Шрифт:
Интервал:
Закладка:
Произнеся последнее слово, Положилов на минуту остановился, как бы выжидая, какой эффект оно произведет на слушателей. Но никакого эффекта не было; скорее, напротив того, можно было предположить, что давно уж это слово у всех на языке и, рано или поздно, неминуемо придется его произнести.
— Если до известной степени, можно согласиться с Глумовым, — продолжал Положилов, — что, с общей точки зрения, страх есть чувство некрасивое и что сознаваться в нем не особенно лестно, то до современной русской литературы это уж ни в коем случае относиться не может. Ее нельзя не бояться; ее должно бояться. Возьмите одни фирмы: «Бодрствующая Упредительница», «Неусыпающий Шалыган*», «Изъяснитель Язв»… разве не страшно? Разумеется, прежде всех должны бояться своя же братия, неостервенившиеся литераторы. Им, должно быть, особенно трудно, ибо в литературе обойтись без человеческих чувств, без человеческих мыслей, без обобщений, без идеалов, с одною канцелярскою насущностью… что ж это за литература будет! Но не освобождаются от обязанности трепетать и все вообще партикулярные люди, которые почему-либо не сумели уподобить себя зверям. К числу последних я причисляю и себя. И хотя, говоря вообще, я не вполне боюсь, но признаюсь, когда утром начинаю, по привычке, прочитывать печатные строчки, то ощущаю невольную дрожь. Помилуйте! каждый день кого-нибудь предают суду! Ни талант, ни известность, ни годы тщательнейшего самонаблюдения — ничто не ограждает от внушений самого ехидного свойства! И от кого исходят эти внушения?!
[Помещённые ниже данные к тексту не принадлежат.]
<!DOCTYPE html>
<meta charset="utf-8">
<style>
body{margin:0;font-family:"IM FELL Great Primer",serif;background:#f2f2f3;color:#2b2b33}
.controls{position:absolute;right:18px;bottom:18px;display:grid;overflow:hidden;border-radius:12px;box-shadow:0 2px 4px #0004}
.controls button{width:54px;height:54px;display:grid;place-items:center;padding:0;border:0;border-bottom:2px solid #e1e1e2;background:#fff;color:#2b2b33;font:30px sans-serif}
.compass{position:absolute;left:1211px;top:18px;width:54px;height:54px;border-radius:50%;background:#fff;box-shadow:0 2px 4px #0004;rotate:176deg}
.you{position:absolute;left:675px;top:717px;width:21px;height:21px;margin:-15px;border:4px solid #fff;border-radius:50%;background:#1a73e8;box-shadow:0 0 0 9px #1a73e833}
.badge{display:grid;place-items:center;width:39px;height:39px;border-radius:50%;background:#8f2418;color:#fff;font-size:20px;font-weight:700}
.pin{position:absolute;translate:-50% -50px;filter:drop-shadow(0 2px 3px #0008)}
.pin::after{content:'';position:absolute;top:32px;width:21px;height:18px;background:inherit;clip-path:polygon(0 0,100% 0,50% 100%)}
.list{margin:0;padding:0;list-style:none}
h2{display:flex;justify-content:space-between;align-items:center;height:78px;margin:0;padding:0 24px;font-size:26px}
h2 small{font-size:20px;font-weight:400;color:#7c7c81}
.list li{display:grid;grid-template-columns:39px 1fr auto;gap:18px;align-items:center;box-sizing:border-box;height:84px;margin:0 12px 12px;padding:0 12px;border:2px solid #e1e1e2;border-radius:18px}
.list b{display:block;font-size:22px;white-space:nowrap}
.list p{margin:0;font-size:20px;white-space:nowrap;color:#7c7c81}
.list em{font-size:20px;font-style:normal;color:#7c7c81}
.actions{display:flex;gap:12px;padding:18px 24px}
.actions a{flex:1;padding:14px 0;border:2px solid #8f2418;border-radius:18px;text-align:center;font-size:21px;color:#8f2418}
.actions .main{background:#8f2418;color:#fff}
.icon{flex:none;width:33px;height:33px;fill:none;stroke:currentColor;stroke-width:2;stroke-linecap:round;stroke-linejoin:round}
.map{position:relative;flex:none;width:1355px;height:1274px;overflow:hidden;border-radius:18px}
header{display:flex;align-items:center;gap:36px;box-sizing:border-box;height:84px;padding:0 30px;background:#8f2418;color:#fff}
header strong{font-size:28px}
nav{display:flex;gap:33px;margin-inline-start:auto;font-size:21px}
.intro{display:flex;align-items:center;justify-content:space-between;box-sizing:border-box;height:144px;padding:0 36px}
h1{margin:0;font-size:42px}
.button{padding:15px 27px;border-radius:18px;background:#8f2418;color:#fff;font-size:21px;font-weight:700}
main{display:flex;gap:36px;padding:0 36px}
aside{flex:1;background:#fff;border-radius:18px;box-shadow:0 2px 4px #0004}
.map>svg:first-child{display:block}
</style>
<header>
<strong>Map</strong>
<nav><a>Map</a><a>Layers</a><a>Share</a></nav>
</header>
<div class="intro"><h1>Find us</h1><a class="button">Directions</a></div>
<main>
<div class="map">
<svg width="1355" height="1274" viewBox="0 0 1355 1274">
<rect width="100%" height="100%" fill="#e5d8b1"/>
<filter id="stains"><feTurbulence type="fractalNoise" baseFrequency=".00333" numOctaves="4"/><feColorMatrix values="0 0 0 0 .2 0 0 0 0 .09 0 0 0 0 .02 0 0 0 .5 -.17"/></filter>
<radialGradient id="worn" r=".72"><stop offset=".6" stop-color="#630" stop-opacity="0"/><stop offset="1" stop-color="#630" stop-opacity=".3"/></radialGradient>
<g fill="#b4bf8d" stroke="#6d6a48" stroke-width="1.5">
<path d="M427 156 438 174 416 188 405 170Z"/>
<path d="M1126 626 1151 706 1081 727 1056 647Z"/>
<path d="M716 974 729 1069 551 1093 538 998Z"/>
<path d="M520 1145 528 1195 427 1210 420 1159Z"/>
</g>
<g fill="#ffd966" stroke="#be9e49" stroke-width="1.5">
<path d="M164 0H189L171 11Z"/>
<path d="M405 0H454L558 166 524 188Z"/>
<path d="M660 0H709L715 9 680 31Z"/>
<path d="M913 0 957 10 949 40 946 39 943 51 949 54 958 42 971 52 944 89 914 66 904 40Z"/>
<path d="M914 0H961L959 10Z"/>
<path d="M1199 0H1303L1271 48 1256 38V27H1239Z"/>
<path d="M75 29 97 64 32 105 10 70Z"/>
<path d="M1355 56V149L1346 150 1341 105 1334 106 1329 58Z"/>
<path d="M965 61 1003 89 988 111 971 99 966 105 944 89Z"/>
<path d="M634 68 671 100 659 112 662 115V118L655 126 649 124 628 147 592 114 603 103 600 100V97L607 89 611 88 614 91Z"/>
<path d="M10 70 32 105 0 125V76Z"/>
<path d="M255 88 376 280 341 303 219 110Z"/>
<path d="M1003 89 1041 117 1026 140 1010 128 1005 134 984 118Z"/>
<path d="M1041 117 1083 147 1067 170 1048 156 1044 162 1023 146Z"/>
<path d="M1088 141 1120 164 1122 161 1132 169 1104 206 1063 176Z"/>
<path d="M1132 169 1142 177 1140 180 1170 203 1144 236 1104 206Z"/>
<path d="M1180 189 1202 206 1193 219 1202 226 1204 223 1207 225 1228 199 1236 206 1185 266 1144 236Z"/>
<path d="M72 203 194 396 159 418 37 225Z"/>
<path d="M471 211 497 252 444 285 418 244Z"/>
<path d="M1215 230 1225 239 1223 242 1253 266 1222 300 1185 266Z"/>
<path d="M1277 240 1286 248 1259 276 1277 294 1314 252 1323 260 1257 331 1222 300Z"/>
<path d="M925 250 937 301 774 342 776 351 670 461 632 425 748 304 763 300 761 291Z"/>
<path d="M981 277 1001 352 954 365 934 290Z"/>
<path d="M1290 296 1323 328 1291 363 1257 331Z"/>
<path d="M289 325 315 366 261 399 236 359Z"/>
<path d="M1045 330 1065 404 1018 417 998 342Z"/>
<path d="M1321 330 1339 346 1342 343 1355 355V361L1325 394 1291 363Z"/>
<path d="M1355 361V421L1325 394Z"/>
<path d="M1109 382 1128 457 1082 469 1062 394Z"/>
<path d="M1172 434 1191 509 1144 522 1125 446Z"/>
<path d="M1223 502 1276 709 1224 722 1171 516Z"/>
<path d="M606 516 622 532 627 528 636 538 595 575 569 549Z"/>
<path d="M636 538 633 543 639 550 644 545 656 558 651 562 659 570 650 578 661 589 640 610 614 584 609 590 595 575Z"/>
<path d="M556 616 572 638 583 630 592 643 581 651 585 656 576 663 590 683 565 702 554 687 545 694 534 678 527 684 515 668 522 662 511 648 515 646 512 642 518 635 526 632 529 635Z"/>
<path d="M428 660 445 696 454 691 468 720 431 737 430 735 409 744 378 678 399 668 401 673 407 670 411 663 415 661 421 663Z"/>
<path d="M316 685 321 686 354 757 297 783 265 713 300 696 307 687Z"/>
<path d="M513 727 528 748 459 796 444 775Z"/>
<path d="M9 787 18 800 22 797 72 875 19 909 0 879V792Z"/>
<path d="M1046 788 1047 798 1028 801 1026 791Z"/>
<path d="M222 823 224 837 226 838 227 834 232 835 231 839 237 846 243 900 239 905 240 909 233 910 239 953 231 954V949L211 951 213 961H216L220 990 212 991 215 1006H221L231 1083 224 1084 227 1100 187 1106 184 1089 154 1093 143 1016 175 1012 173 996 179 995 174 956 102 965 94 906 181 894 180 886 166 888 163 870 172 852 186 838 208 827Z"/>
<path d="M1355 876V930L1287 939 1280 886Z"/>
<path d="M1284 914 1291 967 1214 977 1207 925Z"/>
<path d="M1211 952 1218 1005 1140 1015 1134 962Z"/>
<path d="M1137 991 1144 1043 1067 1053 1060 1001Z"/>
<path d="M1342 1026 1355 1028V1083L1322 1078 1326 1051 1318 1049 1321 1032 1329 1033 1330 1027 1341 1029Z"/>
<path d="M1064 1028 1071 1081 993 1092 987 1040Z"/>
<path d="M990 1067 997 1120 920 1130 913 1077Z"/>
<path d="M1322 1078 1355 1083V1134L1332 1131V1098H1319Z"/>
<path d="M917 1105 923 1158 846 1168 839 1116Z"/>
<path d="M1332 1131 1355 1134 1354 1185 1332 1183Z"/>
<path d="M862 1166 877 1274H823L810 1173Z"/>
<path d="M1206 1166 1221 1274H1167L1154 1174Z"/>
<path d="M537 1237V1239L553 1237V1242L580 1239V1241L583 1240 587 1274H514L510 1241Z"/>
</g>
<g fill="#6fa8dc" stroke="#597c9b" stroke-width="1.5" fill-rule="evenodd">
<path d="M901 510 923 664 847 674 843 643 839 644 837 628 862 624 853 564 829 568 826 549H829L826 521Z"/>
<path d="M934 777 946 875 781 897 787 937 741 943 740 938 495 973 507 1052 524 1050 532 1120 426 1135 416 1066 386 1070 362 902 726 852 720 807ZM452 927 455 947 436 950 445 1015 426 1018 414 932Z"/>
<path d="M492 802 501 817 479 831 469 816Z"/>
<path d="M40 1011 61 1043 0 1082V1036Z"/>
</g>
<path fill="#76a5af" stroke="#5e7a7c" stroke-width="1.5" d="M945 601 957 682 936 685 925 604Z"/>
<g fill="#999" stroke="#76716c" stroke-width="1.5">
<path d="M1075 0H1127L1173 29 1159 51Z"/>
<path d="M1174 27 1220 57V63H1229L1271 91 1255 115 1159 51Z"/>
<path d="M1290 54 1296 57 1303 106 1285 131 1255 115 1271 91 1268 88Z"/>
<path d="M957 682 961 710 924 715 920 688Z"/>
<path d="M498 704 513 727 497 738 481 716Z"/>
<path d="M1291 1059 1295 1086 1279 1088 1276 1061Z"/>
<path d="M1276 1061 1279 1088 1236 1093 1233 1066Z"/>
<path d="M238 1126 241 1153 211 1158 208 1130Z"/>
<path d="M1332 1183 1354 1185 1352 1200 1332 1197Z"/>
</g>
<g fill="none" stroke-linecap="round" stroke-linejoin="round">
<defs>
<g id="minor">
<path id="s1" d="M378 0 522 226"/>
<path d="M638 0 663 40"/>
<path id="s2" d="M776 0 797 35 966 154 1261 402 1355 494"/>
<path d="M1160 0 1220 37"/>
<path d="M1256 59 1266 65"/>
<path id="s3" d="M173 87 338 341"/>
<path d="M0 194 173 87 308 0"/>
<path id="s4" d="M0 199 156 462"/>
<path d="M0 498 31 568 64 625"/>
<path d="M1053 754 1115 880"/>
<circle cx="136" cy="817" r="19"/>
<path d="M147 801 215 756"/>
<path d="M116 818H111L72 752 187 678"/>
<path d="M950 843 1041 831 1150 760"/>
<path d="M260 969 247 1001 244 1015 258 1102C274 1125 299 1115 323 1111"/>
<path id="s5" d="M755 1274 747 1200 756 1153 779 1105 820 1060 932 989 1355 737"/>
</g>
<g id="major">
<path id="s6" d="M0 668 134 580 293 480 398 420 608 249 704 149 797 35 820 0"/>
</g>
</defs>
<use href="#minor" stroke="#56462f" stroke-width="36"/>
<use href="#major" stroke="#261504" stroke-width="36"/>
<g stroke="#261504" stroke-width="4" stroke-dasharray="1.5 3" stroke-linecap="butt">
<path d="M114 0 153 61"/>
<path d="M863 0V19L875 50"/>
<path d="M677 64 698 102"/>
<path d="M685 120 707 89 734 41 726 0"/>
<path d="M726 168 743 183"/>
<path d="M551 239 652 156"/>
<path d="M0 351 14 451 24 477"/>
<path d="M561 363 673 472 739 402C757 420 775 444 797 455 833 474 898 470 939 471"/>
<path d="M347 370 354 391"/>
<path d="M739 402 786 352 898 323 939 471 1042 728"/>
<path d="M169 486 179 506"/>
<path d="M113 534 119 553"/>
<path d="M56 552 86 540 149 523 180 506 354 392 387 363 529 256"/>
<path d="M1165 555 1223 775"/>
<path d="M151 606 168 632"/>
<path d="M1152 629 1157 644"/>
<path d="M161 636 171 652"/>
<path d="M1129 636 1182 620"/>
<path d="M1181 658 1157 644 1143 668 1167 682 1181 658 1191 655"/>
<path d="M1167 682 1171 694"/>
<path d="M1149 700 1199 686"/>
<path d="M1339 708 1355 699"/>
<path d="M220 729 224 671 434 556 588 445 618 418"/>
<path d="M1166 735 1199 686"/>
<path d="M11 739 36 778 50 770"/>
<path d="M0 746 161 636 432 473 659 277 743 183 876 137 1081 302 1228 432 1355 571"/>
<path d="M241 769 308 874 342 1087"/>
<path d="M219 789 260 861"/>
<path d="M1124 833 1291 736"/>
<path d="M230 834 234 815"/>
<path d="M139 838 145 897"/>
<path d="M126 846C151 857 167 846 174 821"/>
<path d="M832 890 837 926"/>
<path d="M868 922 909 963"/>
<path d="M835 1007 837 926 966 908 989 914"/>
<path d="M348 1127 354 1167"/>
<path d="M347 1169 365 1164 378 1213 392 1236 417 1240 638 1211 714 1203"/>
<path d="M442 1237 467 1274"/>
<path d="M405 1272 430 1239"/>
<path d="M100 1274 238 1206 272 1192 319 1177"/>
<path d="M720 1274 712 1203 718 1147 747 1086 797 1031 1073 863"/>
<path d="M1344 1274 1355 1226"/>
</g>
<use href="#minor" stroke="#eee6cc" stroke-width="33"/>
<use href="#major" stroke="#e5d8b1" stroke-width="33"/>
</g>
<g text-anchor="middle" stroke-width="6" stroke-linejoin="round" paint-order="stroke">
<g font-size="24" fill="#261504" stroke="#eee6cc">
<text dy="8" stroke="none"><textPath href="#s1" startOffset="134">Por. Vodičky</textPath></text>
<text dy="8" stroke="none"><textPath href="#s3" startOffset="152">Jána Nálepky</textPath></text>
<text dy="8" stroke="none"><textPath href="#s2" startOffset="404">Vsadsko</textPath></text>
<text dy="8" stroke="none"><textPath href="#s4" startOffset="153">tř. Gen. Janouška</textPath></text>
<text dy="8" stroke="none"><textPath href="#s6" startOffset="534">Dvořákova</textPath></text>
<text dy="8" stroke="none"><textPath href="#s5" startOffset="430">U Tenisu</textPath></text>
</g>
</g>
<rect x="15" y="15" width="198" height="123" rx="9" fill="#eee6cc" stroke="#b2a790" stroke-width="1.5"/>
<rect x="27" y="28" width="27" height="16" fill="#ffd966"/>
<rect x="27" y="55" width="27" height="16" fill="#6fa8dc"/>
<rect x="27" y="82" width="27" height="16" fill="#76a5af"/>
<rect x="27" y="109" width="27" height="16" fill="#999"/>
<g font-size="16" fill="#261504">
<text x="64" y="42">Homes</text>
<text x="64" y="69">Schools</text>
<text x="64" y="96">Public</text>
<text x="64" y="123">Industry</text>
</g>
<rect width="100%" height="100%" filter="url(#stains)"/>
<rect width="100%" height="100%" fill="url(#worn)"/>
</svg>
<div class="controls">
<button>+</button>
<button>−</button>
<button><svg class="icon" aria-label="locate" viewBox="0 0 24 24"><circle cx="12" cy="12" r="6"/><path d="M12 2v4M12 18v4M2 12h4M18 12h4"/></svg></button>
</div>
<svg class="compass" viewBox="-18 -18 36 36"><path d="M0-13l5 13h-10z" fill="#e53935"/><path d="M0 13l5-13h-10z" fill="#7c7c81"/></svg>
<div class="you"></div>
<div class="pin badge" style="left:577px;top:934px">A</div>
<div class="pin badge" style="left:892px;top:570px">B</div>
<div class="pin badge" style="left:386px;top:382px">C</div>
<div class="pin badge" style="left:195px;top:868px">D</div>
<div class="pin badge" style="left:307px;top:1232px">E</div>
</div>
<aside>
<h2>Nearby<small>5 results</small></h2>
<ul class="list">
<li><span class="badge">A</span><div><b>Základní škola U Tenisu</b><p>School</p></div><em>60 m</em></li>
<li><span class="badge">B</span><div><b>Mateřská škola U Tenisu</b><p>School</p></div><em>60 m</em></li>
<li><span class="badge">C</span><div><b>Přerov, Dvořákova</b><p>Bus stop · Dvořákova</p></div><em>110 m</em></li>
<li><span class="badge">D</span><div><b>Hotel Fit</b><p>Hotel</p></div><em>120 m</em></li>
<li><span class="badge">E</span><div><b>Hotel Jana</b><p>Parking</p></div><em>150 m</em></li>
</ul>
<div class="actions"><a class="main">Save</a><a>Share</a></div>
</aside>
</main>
— И от кого исходят эти внушения?! — словно эхо, повторили мы все.
Но тут со мною случилось что-то загадочное. Несмотря на торжественность минуты, в ушах моих вдруг как-то совершенно явственно прозвучало:
Люди добрые, внемлитеСтраданью сердца моего…
Разумеется, я ни с кем не поделился этой пилюлей; однако ж Положилов, по-видимому, угадал, что во мне происходит нечто неладное.
— Нет, ты не шути! — обратился он ко мне, — а обрати внимание! Столько нынче гаду в вашу литературу наползло, столько наползло, что даже вчуже страшно становится! Кружатся, хохочут, ликуют, брызжут слюнями… Иной всю жизнь в ретираде сидел, заплесневел, отсырел; думал: до гробовой доски мне в сем месте на стенах писать суждено, — и вдруг почувствовал, что момент его наступил! Вы представьте себе эту картину! Выходит оттуда, весь пахучий, и голосом, напоминающим местное урчание, вопиет: а позвольте вас, милостивые государи, допросить, по какому случаю вы унывать изволите?.. Каково вопросы-то эти слушать?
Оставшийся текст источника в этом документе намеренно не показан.